- Work order: Begin with the first line below and retype each line exactly through the line containing "font-size:30px; color:#372c27; font-weight:700". Any pictures are to be left out.

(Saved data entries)
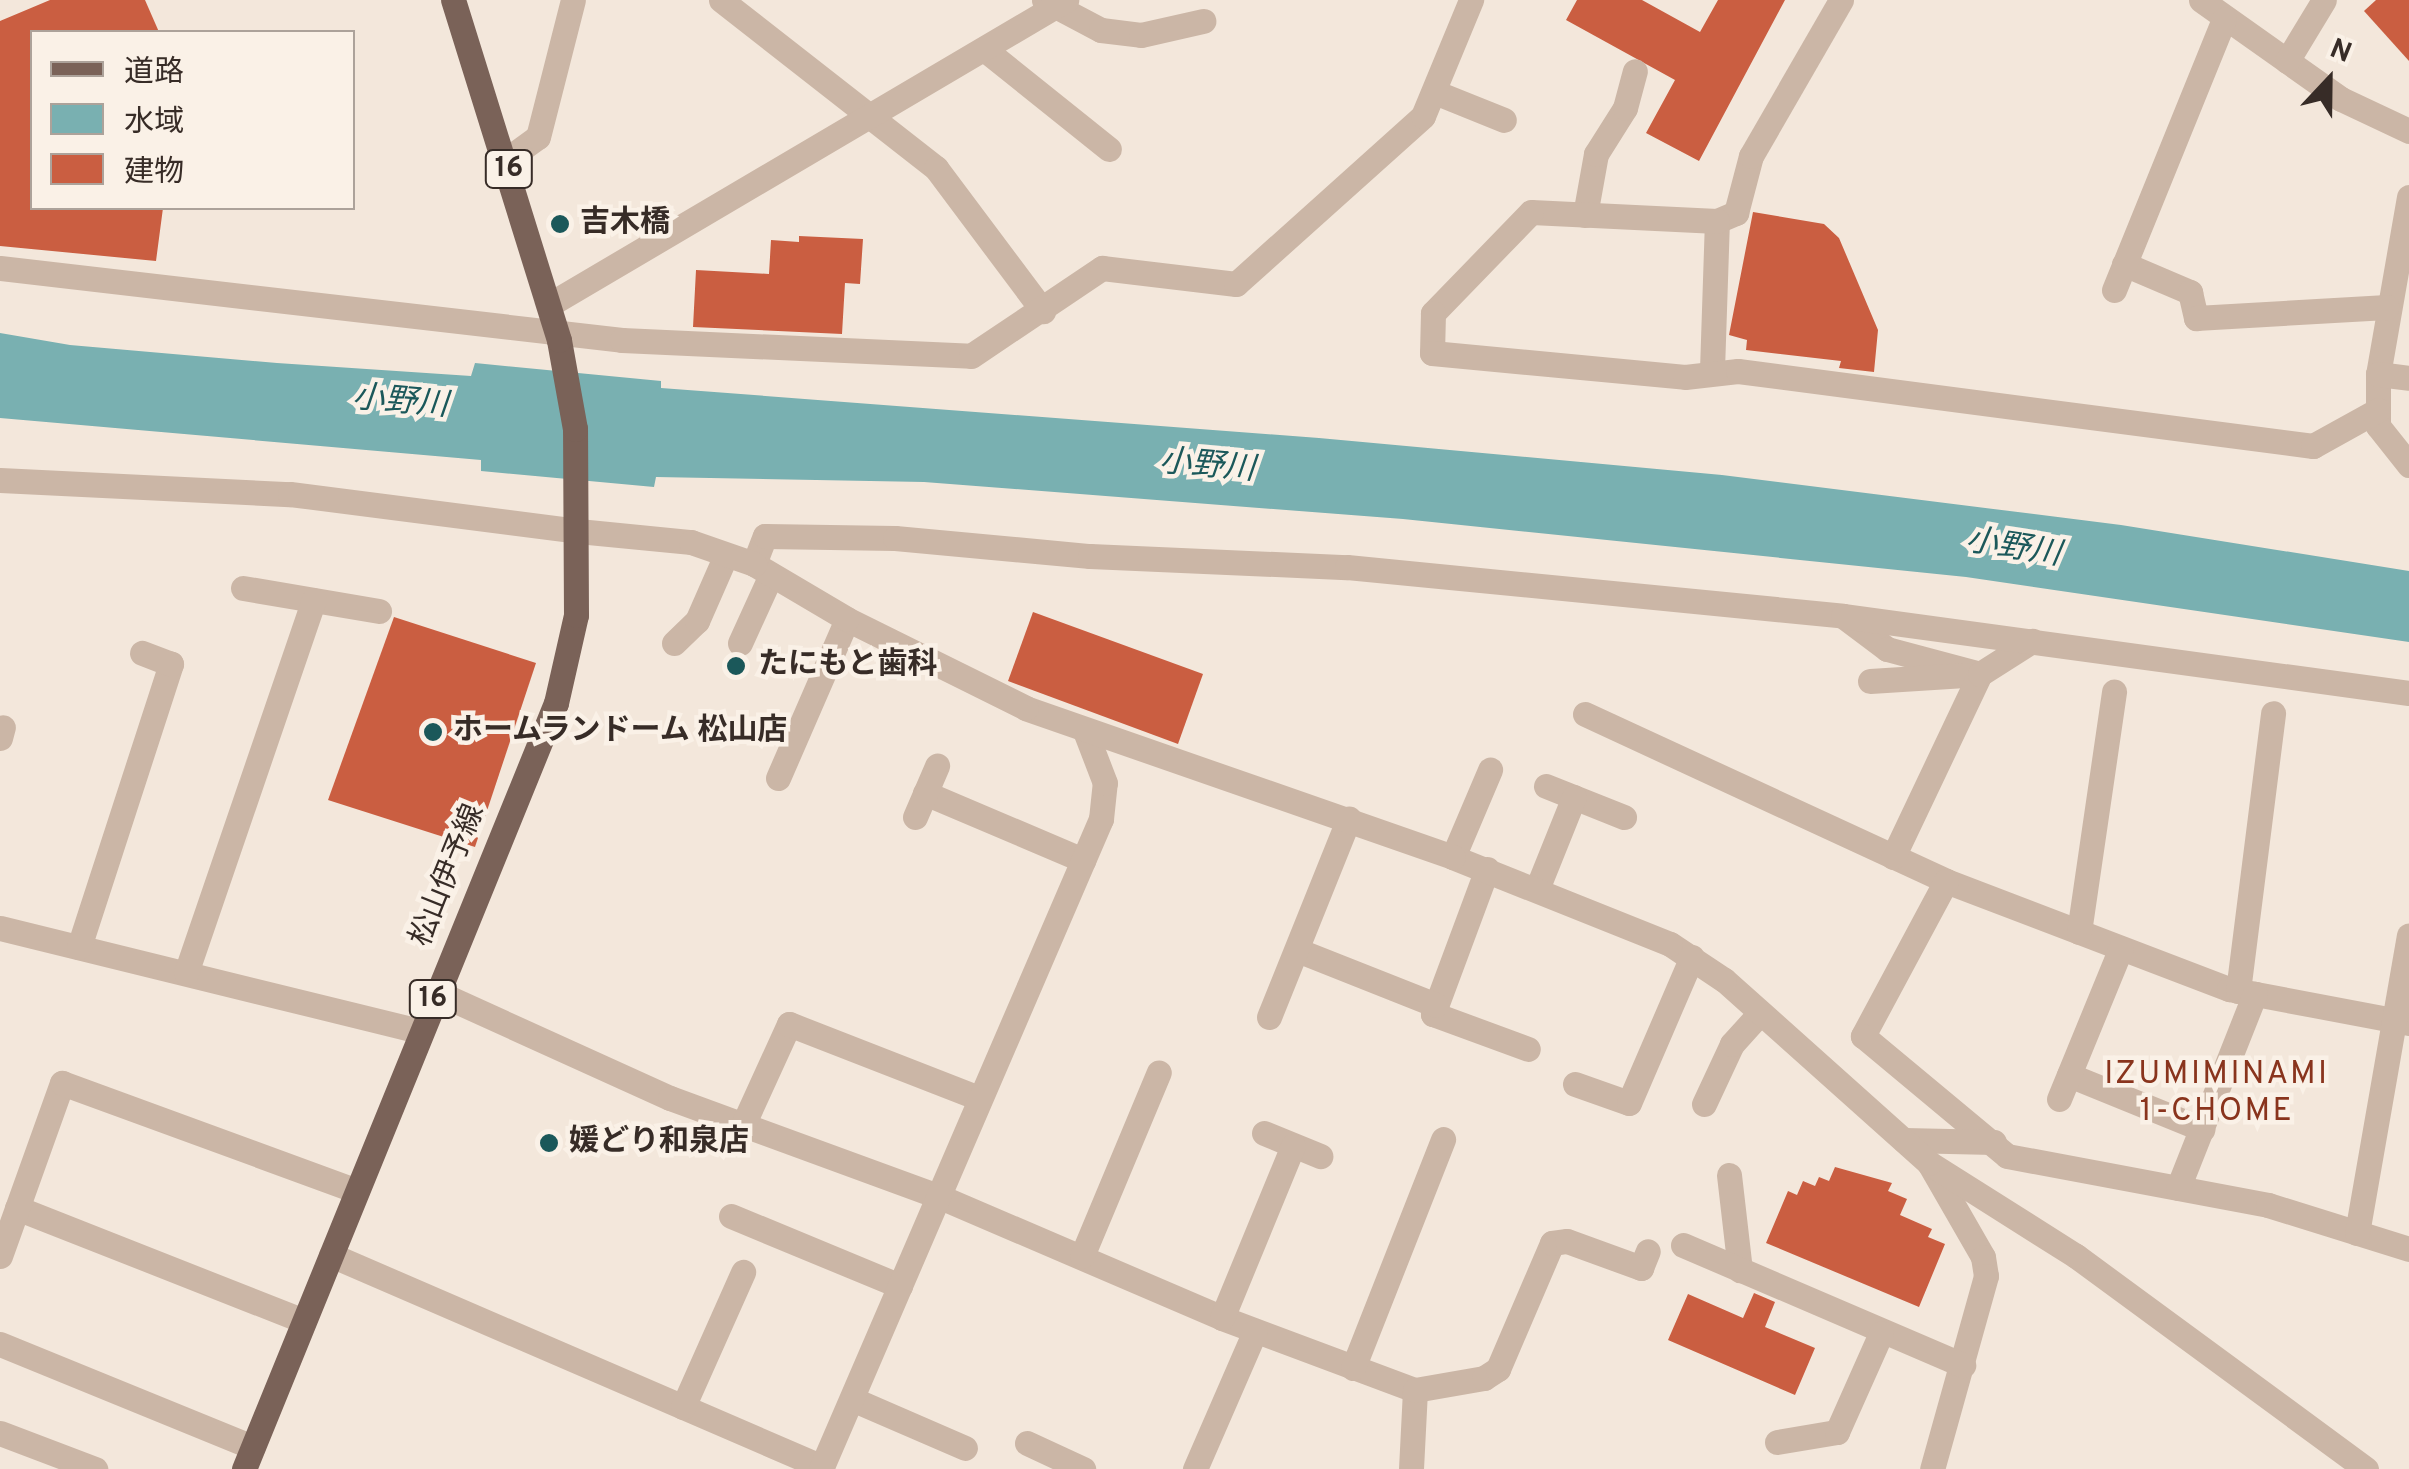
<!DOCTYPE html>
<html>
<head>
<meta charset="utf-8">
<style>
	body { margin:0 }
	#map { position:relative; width:2409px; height:1469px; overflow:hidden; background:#f3e7db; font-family:Overpass,"Noto Sans JP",sans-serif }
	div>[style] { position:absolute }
	.water>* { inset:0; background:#79b0b1 }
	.building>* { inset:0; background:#ca5e41 }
	.minor>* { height:25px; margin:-12.5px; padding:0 12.5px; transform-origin:12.5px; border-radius:12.5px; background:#cbb6a6 }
	.tertiary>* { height:25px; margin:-12.5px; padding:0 12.5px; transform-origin:12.5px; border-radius:12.5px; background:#cbb6a6 }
	.primary>* { height:25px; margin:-12.5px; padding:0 12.5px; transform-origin:12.5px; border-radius:12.5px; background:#7a6258 }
	.dots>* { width:28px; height:28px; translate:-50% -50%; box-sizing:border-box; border:5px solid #faf1e7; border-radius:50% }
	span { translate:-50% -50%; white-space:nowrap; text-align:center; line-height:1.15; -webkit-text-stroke:9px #faf1e7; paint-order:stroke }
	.shield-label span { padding:2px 8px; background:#faf1e7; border:2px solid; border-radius:8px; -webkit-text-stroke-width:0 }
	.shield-label { font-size:28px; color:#372c27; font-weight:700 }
	.poi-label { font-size:30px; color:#372c27; font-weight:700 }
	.left { translate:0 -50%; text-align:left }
	.street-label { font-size:30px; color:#372c27 }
	.water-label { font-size:32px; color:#1b585a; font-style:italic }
	.neighbourhood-label { font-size:32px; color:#89341d; letter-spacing:2.5px }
	.legend { position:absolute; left:30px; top:30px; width:325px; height:180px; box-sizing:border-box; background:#faf1e7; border:2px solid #aca29a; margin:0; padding:12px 18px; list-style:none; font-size:30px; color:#372c27 }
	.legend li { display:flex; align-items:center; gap:20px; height:50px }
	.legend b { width:50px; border:2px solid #aca29a }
	.north { position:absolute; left:2279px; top:30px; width:100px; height:100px; -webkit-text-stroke:8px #faf1e7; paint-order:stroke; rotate:22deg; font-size:28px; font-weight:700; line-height:40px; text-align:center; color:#372c27 }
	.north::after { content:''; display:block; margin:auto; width:35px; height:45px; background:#372c27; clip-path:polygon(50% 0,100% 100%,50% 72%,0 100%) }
</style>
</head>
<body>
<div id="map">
	<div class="water">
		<i style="clip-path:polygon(0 333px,70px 345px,277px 363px,471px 376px,475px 363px,661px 381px,661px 388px,1319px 438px,1722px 475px,2121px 525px,2409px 571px,2409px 642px,1966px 577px,1403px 519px,924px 482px,656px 477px,654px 487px,481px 471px,481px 460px,0 418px)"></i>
	</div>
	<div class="building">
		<i style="clip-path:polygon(50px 0,145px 0,159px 32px,32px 32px,32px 208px,163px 208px,156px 261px,0 246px,0 21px)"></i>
		<i style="clip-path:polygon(1577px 0,1642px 0,1700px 32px,1718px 0,1785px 0,1699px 161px,1646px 133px,1675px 80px,1566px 20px)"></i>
		<i style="clip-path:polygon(2376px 0,2409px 0,2409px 61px,2364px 11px)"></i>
		<i style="clip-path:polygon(1753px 212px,1824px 224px,1839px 238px,1878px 330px,1874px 372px,1839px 368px,1841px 361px,1746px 350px,1747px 340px,1729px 335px)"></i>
		<i style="clip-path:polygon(799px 236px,863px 239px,860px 284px,845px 283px,842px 334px,693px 327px,696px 270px,769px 274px,771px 240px,799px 242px)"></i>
		<i style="clip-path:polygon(1033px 612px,1203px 674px,1178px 744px,1008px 681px)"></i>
		<i style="clip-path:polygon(394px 617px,536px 663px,475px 847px,328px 800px)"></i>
		<i style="clip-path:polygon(1835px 1167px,1892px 1183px,1888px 1191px,1907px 1199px,1900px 1215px,1932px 1229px,1928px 1237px,1945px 1244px,1919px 1307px,1766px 1243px,1788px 1191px,1797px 1195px,1803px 1181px,1815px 1186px,1819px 1177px,1829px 1181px)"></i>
		<i style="clip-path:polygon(1754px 1293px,1775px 1302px,1765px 1327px,1815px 1348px,1795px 1395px,1668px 1340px,1688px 1294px,1743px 1318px)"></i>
	</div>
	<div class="minor">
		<i style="left:721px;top:0;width:273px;rotate:38deg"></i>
		<i style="left:936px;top:168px;width:179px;rotate:53.2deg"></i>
		<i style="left:1044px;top:0;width:64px;rotate:27.8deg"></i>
		<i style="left:1101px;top:30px;width:40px;rotate:7.1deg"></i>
		<i style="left:1141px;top:35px;width:64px;rotate:-12.7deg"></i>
		<i style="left:2201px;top:0;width:171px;rotate:35.3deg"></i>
		<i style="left:2341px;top:99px;width:75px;rotate:25.2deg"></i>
		<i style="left:984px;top:49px;width:160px;rotate:38.7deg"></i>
		<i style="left:2287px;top:61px;width:71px;rotate:-58.8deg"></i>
		<i style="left:1437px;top:93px;width:72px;rotate:21.9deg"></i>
		<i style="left:506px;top:160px;width:39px;rotate:-36deg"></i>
		<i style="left:538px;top:137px;width:141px;rotate:-75.7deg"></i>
		<i style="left:2409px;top:197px;width:180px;rotate:99.9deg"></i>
		<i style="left:2378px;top:374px;width:52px;rotate:90deg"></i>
		<i style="left:2378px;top:426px;width:50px;rotate:51.5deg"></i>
		<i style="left:1585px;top:215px;width:62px;rotate:-79.8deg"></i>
		<i style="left:1596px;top:154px;width:54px;rotate:-57.8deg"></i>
		<i style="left:1625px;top:108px;width:38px;rotate:-75deg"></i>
		<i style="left:1717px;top:221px;width:21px;rotate:-23deg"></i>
		<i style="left:1736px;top:213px;width:59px;rotate:-75.3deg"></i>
		<i style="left:1751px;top:156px;width:180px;rotate:-60deg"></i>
		<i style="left:2124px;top:264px;width:72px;rotate:23deg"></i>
		<i style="left:2190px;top:292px;width:27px;rotate:77deg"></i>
		<i style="left:2196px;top:318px;width:191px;rotate:-3.3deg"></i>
		<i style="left:0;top:268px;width:626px;rotate:6.6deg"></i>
		<i style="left:622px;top:340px;width:349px;rotate:2.6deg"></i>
		<i style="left:971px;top:356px;width:158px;rotate:-33.9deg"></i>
		<i style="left:1102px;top:268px;width:135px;rotate:6.8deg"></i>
		<i style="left:1236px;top:284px;width:251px;rotate:-41.9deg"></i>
		<i style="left:1423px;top:116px;width:126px;rotate:-67.5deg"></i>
		<i style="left:2114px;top:290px;width:292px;rotate:-67.9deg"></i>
		<i style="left:552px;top:303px;width:597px;rotate:-30.52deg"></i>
		<i style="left:1712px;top:370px;width:149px;rotate:-88.1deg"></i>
		<i style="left:1717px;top:221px;width:186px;rotate:-177.2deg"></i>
		<i style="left:1531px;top:212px;width:141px;rotate:134.1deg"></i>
		<i style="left:1433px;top:313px;width:40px;rotate:91.4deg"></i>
		<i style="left:1432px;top:353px;width:254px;rotate:5.4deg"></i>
		<i style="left:1685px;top:377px;width:53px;rotate:-6.5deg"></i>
		<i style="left:1738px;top:371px;width:580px;rotate:7.43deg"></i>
		<i style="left:2313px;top:446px;width:74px;rotate:-29deg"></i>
		<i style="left:2378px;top:374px;width:31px;rotate:7deg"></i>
		<i style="left:0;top:480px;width:290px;rotate:2.8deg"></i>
		<i style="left:290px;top:494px;width:290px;rotate:7.3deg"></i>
		<i style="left:243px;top:588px;width:138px;rotate:9.6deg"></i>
		<i style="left:1843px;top:616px;width:55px;rotate:36.9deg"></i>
		<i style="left:1887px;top:649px;width:96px;rotate:15deg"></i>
		<i style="left:674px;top:643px;width:32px;rotate:-44deg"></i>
		<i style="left:697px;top:621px;width:72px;rotate:-66.3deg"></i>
		<i style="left:740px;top:643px;width:75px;rotate:-65.5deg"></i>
		<i style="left:1870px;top:681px;width:95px;rotate:-3.6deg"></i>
		<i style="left:1585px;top:714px;width:398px;rotate:24.8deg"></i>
		<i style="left:1946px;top:881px;width:303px;rotate:20.9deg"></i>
		<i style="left:2229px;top:989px;width:183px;rotate:10.7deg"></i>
		<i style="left:0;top:738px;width:11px;rotate:-75deg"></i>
		<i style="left:778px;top:778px;width:173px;rotate:-66.5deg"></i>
		<i style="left:1546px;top:786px;width:84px;rotate:21.7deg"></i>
		<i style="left:925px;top:793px;width:172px;rotate:23deg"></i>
		<i style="left:915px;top:817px;width:56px;rotate:-66.7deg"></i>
		<i style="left:1453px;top:857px;width:95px;rotate:-67deg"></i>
		<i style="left:1893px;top:857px;width:203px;rotate:-64.6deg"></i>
		<i style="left:1980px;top:674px;width:62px;rotate:-32.4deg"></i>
		<i style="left:1487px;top:869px;width:155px;rotate:110.4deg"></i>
		<i style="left:1433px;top:1014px;width:101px;rotate:20.2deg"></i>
		<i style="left:1946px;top:881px;width:176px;rotate:118.2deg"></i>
		<i style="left:1863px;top:1036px;width:187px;rotate:39.8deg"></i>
		<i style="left:2007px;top:1156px;width:266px;rotate:10.6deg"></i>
		<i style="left:2268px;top:1205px;width:148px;rotate:17.3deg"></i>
		<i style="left:1537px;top:889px;width:99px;rotate:-68.1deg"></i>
		<i style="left:0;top:928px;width:432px;rotate:13.8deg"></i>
		<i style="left:2079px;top:932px;width:243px;rotate:-81.7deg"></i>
		<i style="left:79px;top:947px;width:298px;rotate:-72deg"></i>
		<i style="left:171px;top:664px;width:31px;rotate:-159deg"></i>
		<i style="left:1297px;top:950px;width:149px;rotate:21.6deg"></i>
		<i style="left:186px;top:973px;width:394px;rotate:-71.1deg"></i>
		<i style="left:2238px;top:991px;width:280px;rotate:-82.8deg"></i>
		<i style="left:436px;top:992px;width:257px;rotate:24.4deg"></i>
		<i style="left:670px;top:1098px;width:285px;rotate:20.1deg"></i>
		<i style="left:938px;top:1196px;width:309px;rotate:23.2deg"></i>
		<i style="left:1222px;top:1318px;width:206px;rotate:20.5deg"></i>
		<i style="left:1415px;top:1390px;width:79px;rotate:92.9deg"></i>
		<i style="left:1269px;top:1017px;width:214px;rotate:-68.1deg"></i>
		<i style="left:2069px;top:1075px;width:144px;rotate:22.1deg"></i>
		<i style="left:1575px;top:1084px;width:57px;rotate:19.4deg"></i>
		<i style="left:1629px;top:1103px;width:159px;rotate:-66.7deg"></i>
		<i style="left:2059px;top:1099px;width:163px;rotate:-67.7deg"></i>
		<i style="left:1704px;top:1104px;width:66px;rotate:-65deg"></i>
		<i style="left:1732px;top:1044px;width:42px;rotate:-47.9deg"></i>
		<i style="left:743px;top:1125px;width:111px;rotate:-65.5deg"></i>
		<i style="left:789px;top:1024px;width:204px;rotate:21.3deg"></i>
		<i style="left:1264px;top:1133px;width:61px;rotate:22.3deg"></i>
		<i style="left:1904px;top:1140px;width:90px;rotate:1.3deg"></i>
		<i style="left:1929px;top:1163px;width:108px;rotate:60.1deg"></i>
		<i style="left:1983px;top:1257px;width:19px;rotate:81deg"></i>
		<i style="left:1986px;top:1276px;width:200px;rotate:105.6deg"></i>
		<i style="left:1729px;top:1175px;width:96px;rotate:83.4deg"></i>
		<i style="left:2178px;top:1188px;width:209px;rotate:-68.4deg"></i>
		<i style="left:17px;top:1208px;width:308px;rotate:21.5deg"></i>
		<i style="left:731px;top:1216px;width:183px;rotate:22.5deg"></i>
		<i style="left:2357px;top:1233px;width:302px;rotate:-80.1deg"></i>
		<i style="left:1683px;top:1245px;width:305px;rotate:23.2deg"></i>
		<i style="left:331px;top:1255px;width:535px;rotate:23.35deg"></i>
		<i style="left:0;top:1256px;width:184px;rotate:-70.3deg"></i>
		<i style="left:62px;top:1083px;width:314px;rotate:20.1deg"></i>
		<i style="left:1082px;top:1256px;width:199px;rotate:-67.3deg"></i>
		<i style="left:1222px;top:1318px;width:186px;rotate:-67.6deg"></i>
		<i style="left:0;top:1344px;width:273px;rotate:22.2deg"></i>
		<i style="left:1353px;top:1368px;width:246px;rotate:-68.5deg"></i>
		<i style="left:1415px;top:1390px;width:70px;rotate:-9.9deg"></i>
		<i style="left:1484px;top:1378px;width:17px;rotate:-33deg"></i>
		<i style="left:1498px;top:1369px;width:137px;rotate:-66.8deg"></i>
		<i style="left:1552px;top:1243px;width:15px;rotate:-8deg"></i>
		<i style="left:1567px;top:1241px;width:79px;rotate:20deg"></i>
		<i style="left:1641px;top:1268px;width:18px;rotate:-68deg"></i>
		<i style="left:852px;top:1399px;width:123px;rotate:23.4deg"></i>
		<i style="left:683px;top:1407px;width:148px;rotate:-66deg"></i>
		<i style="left:0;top:1433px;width:102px;rotate:20.8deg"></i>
		<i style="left:1777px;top:1442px;width:61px;rotate:-9.5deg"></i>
		<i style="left:1837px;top:1432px;width:108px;rotate:-66deg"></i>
		<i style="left:1027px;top:1443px;width:62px;rotate:24.9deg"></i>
		<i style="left:821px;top:1469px;width:708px;rotate:-66.7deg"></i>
		<i style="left:1101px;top:819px;width:36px;rotate:-84deg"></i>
		<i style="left:1105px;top:783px;width:56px;rotate:-111deg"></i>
		<i style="left:1195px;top:1469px;width:150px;rotate:-66.5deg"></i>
		<i style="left:2366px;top:1469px;width:360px;rotate:-143.7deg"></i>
		<i style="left:2076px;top:1256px;width:174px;rotate:-147.7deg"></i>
		<i style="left:1929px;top:1163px;width:275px;rotate:-138.2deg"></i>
		<i style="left:1724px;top:980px;width:65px;rotate:-146.3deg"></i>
		<i style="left:1670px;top:944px;width:234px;rotate:-158.2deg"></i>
		<i style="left:1453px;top:857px;width:452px;rotate:-160.8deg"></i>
		<i style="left:1026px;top:708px;width:200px;rotate:-153.6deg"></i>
		<i style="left:847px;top:619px;width:108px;rotate:-149.4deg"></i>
		<i style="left:754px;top:564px;width:30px;rotate:-69deg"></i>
		<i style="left:765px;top:536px;width:130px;rotate:0.9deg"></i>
		<i style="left:895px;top:538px;width:196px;rotate:5.3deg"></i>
		<i style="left:1090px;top:556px;width:257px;rotate:2.5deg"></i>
		<i style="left:1347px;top:567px;width:498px;rotate:5.6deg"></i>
		<i style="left:1843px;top:616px;width:571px;rotate:7.75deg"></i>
	</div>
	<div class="tertiary">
		<i style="left:578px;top:531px;width:114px;rotate:5.6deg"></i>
		<i style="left:691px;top:542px;width:67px;rotate:19.2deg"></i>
	</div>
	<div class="primary">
		<i style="left:244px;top:1469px;width:827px;rotate:-67.84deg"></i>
		<i style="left:556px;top:703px;width:90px;rotate:-77.2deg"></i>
		<i style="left:576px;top:615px;width:186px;rotate:-90.3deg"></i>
		<i style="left:575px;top:429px;width:90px;rotate:-100.2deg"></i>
		<i style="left:559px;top:340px;width:356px;rotate:-107.3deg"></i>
	</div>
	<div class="dots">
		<i style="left:560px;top:224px;background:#1b585a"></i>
		<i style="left:736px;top:666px;background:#1b585a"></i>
		<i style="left:433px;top:732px;background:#1b585a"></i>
		<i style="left:549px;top:1143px;background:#1b585a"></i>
	</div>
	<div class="shield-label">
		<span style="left:509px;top:169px">16</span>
		<span style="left:433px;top:999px">16</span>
	</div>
	<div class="poi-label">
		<span class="left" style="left:580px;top:224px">吉木橋</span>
		<span class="left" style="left:758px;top:666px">たにもと歯科</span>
		<span class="left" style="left:453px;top:732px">ホームランドーム 松山店</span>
		<span class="left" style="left:569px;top:1143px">媛どり和泉店</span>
	</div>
	<div class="street-label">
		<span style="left:449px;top:876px;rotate:-68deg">松山伊予線</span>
	</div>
	<div class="water-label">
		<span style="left:400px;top:403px;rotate:5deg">小野川</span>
		<span style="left:1207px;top:467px;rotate:5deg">小野川</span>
		<span style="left:2013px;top:549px;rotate:9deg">小野川</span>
	</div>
	<div class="neighbourhood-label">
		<span style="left:2217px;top:1094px">IZUMIMINAMI<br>1-CHOME</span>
	</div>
	<ul class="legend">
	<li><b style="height:12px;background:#7a6258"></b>道路</li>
	<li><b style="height:28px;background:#79b0b1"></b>水域</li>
	<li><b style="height:28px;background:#ca5e41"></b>建物</li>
	</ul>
	<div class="north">N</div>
</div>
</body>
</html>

- Exercise result:
<!DOCTYPE html>
<html>
<head>
<meta charset="utf-8">
<style>
	body { margin:0 }
	#map { position:relative; width:2409px; height:1469px; overflow:hidden; background:#f3e7db; font-family:Overpass,"Noto Sans JP",sans-serif }
	div>[style] { position:absolute }
	.water>* { inset:0; background:#79b0b1 }
	.building>* { inset:0; background:#ca5e41 }
	.minor>* { height:25px; margin:-12.5px; padding:0 12.5px; transform-origin:12.5px; border-radius:12.5px; background:#cbb6a6 }
	.tertiary>* { height:25px; margin:-12.5px; padding:0 12.5px; transform-origin:12.5px; border-radius:12.5px; background:#cbb6a6 }
	.primary>* { height:25px; margin:-12.5px; padding:0 12.5px; transform-origin:12.5px; border-radius:12.5px; background:#7a6258 }
	.dots>* { width:28px; height:28px; translate:-50% -50%; box-sizing:border-box; border:5px solid #faf1e7; border-radius:50% }
	span { translate:-50% -50%; white-space:nowrap; text-align:center; line-height:1.15; -webkit-text-stroke:9px #faf1e7; paint-order:stroke }
	.shield-label span { padding:2px 8px; background:#faf1e7; border:2px solid; border-radius:8px; -webkit-text-stroke-width:0 }
	.shield-label { font-size:28px; color:#372c27; font-weight:700 }
	.poi-label { font-size:30px; color:#372c27; font-weight:700 }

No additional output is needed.